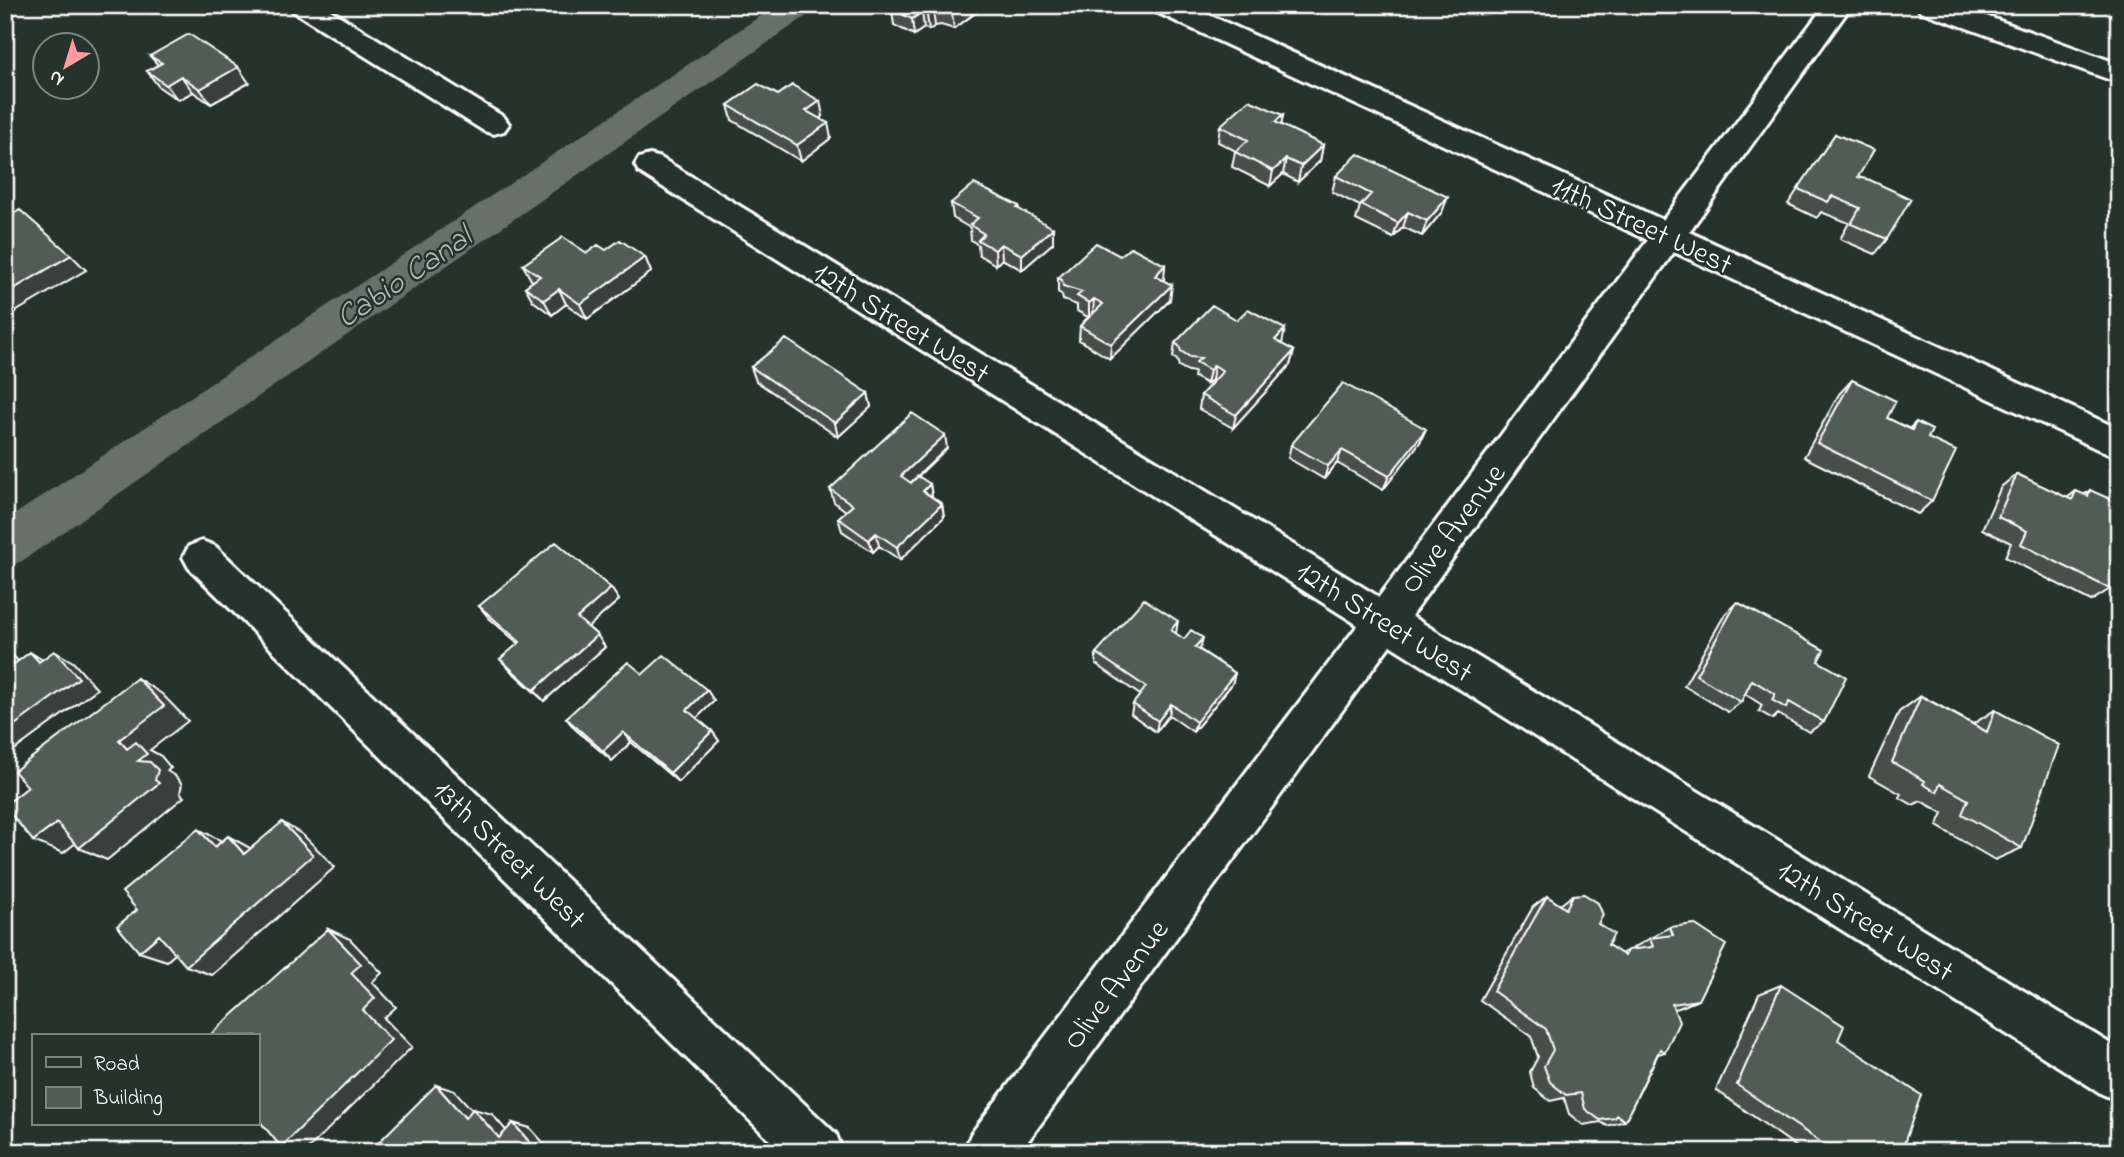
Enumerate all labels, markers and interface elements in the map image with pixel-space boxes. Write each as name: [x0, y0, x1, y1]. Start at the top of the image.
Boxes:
north arrow: [32, 32, 102, 102]
text: N: [44, 63, 70, 92]
street label: 11th Street West: [1543, 165, 1739, 288]
water label: Cabio Canal: [327, 214, 486, 342]
street label: 12th Street West: [803, 253, 997, 397]
street label: Olive Avenue: [1391, 455, 1518, 604]
street label: 12th Street West: [1286, 552, 1480, 696]
street label: 13th Street West: [421, 771, 595, 941]
street label: 12th Street West: [1767, 851, 1961, 995]
street label: Olive Avenue: [1054, 911, 1181, 1060]
legend: [32, 1034, 259, 1126]
text: Road: [94, 1050, 140, 1080]
text: Building: [93, 1084, 163, 1116]

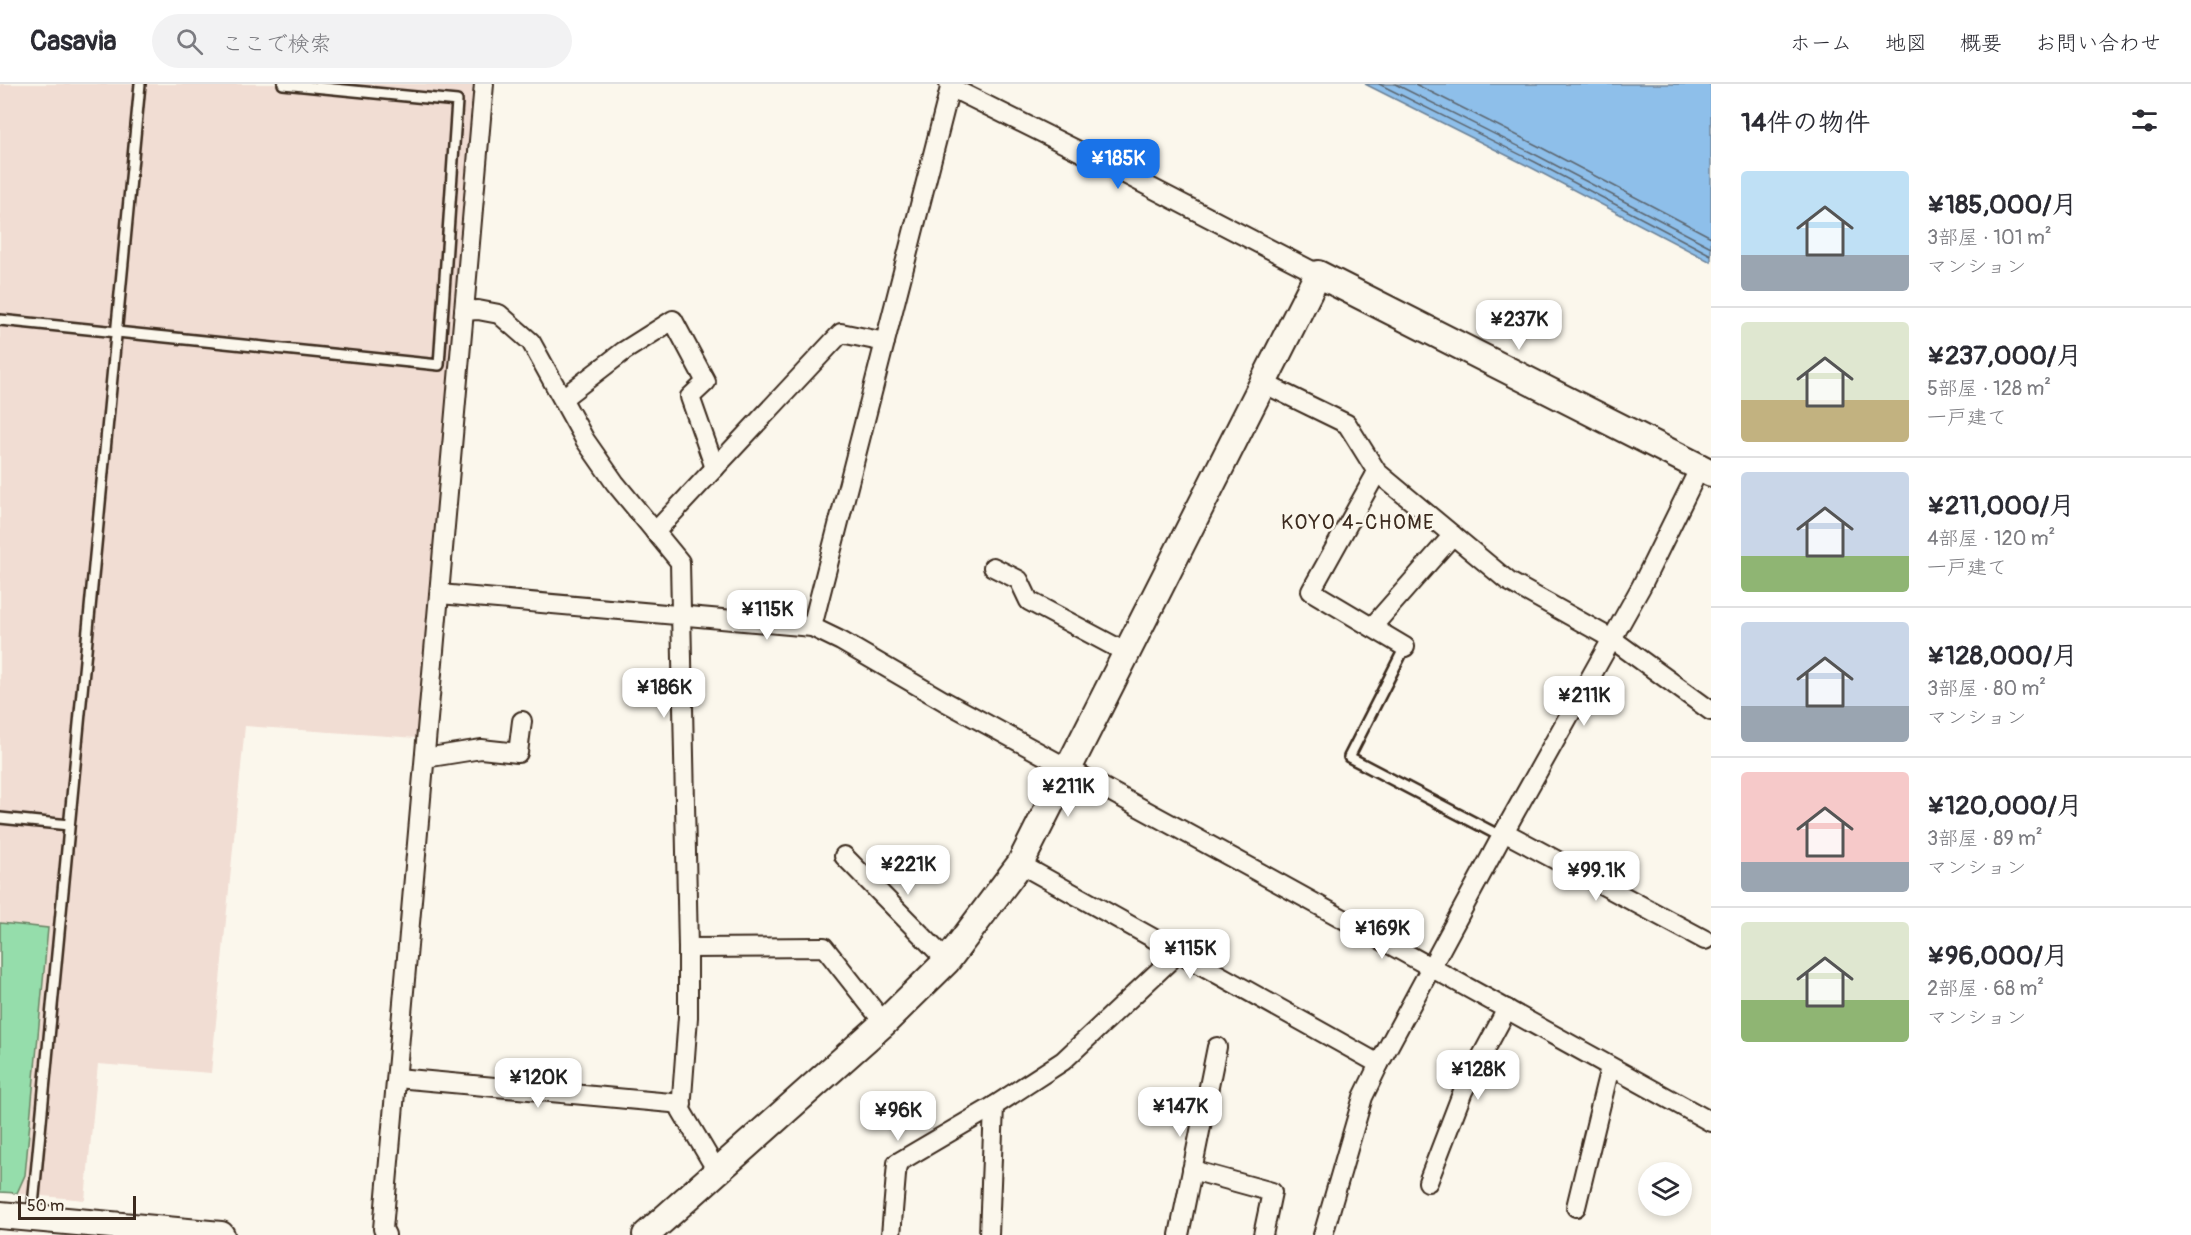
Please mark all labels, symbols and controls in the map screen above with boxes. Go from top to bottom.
search box [152,14,572,68]
text: Casavia [30,24,116,59]
icon: search [173,25,206,58]
text: ここで検索 [221,30,331,58]
text: ホーム [1790,30,1852,57]
text: 地図 [1885,30,1927,57]
text: 概要 [1960,30,2002,57]
text: お問い合わせ [2035,30,2161,57]
icon: filters [2128,104,2161,137]
text: 14件の物件 [1741,107,1870,139]
pin: ¥185K [1076,139,1160,190]
text: ¥185K [1091,146,1145,171]
text: ¥185,000/月 [1927,189,2078,221]
icon: home [1789,195,1861,267]
text: 3部屋 · 101 m² [1927,225,2052,250]
text: マンション [1927,254,2026,279]
pin: ¥237K [1477,300,1561,351]
text: ¥237K [1490,307,1548,332]
text: ¥237,000/月 [1927,340,2082,372]
icon: home [1789,346,1861,418]
text: 5部屋 · 128 m² [1927,376,2051,401]
text: 一戸建て [1927,405,2007,430]
text: ¥211,000/月 [1927,490,2075,522]
icon: home [1789,496,1861,568]
district label: KOYO 4-CHOME [1281,510,1435,535]
text: 4部屋 · 120 m² [1927,526,2055,551]
text: 一戸建て [1927,555,2007,580]
pin: ¥115K [725,590,809,641]
text: ¥115K [741,597,793,622]
text: ¥128,000/月 [1927,640,2078,672]
icon: home [1789,646,1861,718]
pin: ¥186K [622,668,706,719]
text: ¥186K [636,675,692,700]
pin: ¥211K [1542,676,1626,727]
text: 3部屋 · 80 m² [1927,676,2046,701]
text: ¥211K [1558,683,1610,708]
text: マンション [1927,705,2026,730]
pin: ¥211K [1026,767,1110,818]
text: ¥211K [1042,774,1094,799]
text: ¥120,000/月 [1927,790,2083,822]
icon: home [1789,796,1861,868]
text: 3部屋 · 89 m² [1927,826,2043,851]
pin: ¥221K [866,845,950,896]
pin: ¥99.1K [1547,851,1645,902]
text: ¥221K [880,852,936,877]
text: マンション [1927,855,2026,880]
text: ¥99.1K [1567,858,1625,883]
pin: ¥169K [1340,909,1424,960]
text: ¥169K [1354,916,1410,941]
pin: ¥115K [1148,929,1232,980]
text: ¥115K [1164,936,1216,961]
text: ¥96,000/月 [1927,940,2069,972]
icon: home [1789,946,1861,1018]
text: 2部屋 · 68 m² [1927,976,2044,1001]
text: マンション [1927,1005,2026,1030]
pin: ¥128K [1436,1050,1520,1101]
text: ¥128K [1450,1057,1506,1082]
pin: ¥120K [496,1058,580,1109]
text: ¥120K [509,1065,567,1090]
pin: ¥147K [1138,1087,1222,1138]
pin: ¥96K [862,1091,934,1142]
text: ¥147K [1152,1094,1208,1119]
text: ¥96K [874,1098,922,1123]
map controls [1638,1162,1692,1216]
button: layers [1638,1162,1692,1216]
scale bar [18,1193,136,1220]
text: 50 m [27,1196,64,1216]

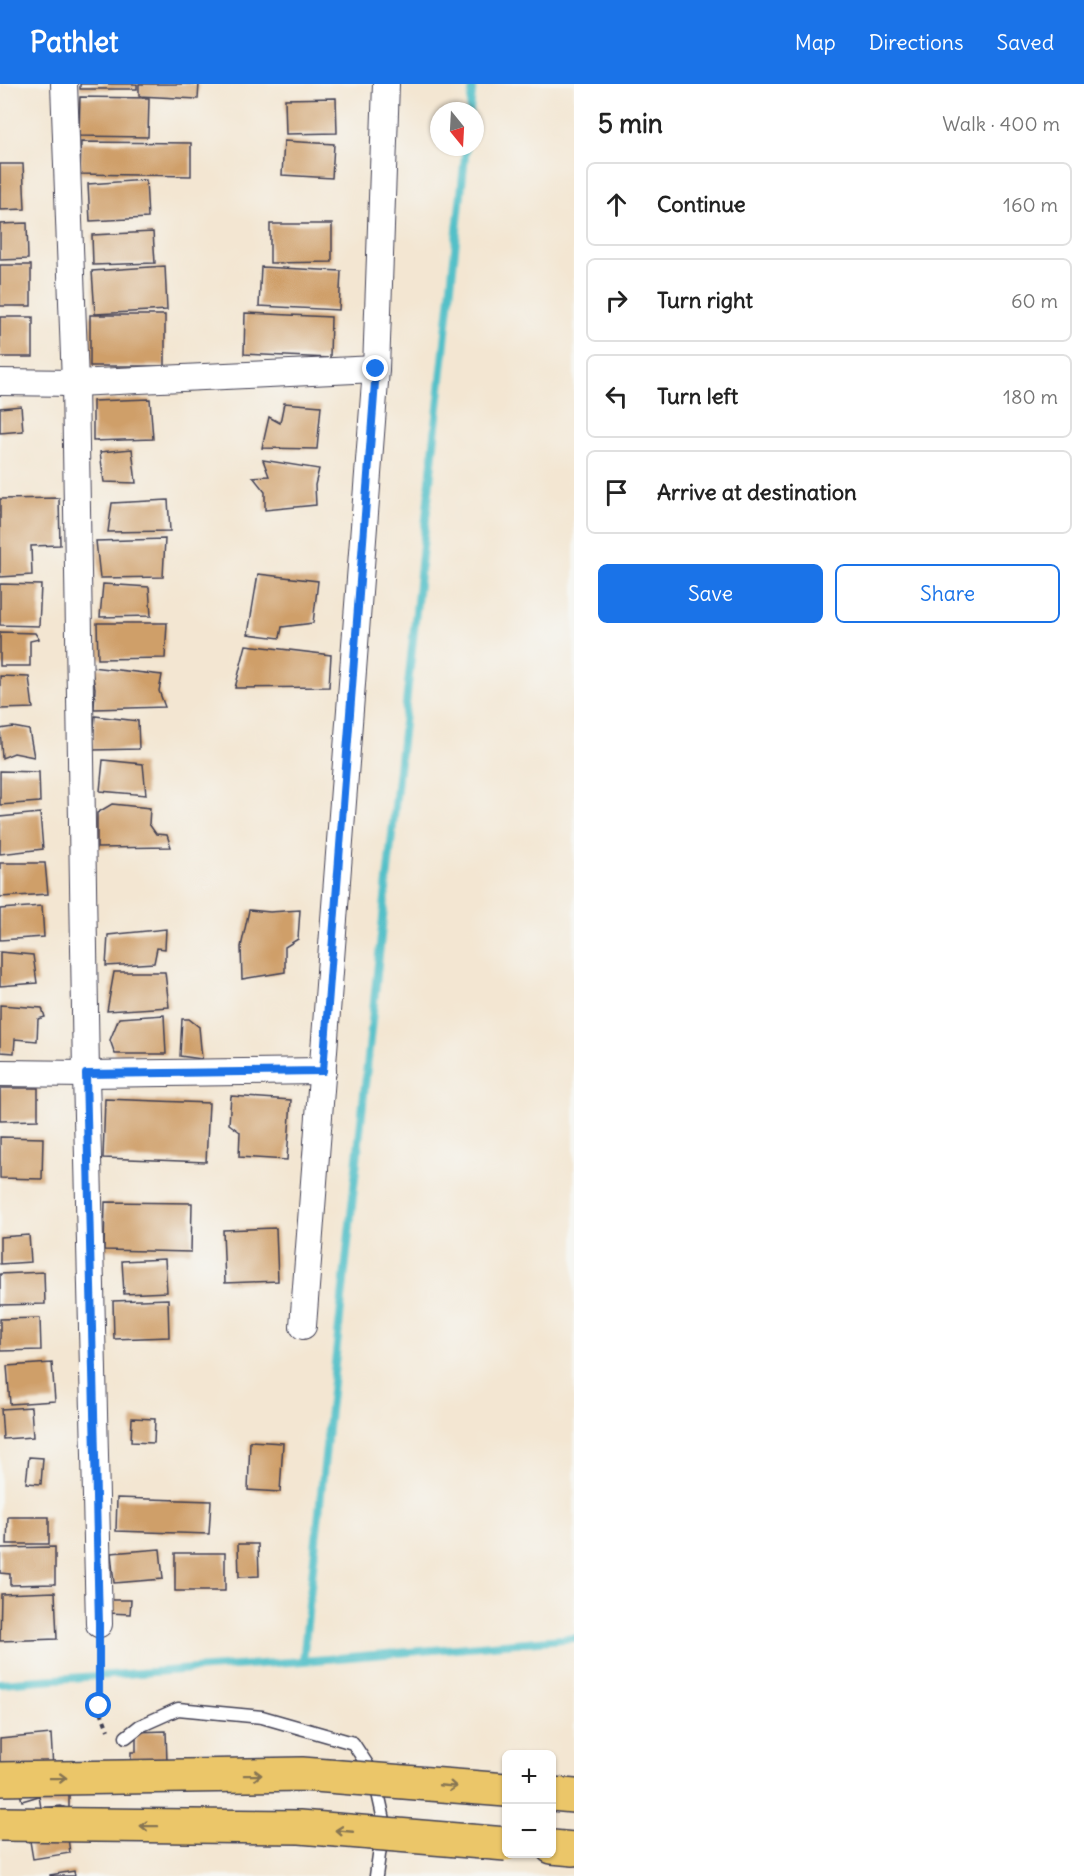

### The task
Above are the records. Identify each line that contains the word "Avenue".

### Solved problem
street label: Olive Avenue: [1391, 455, 1518, 604]
street label: Olive Avenue: [1054, 911, 1181, 1060]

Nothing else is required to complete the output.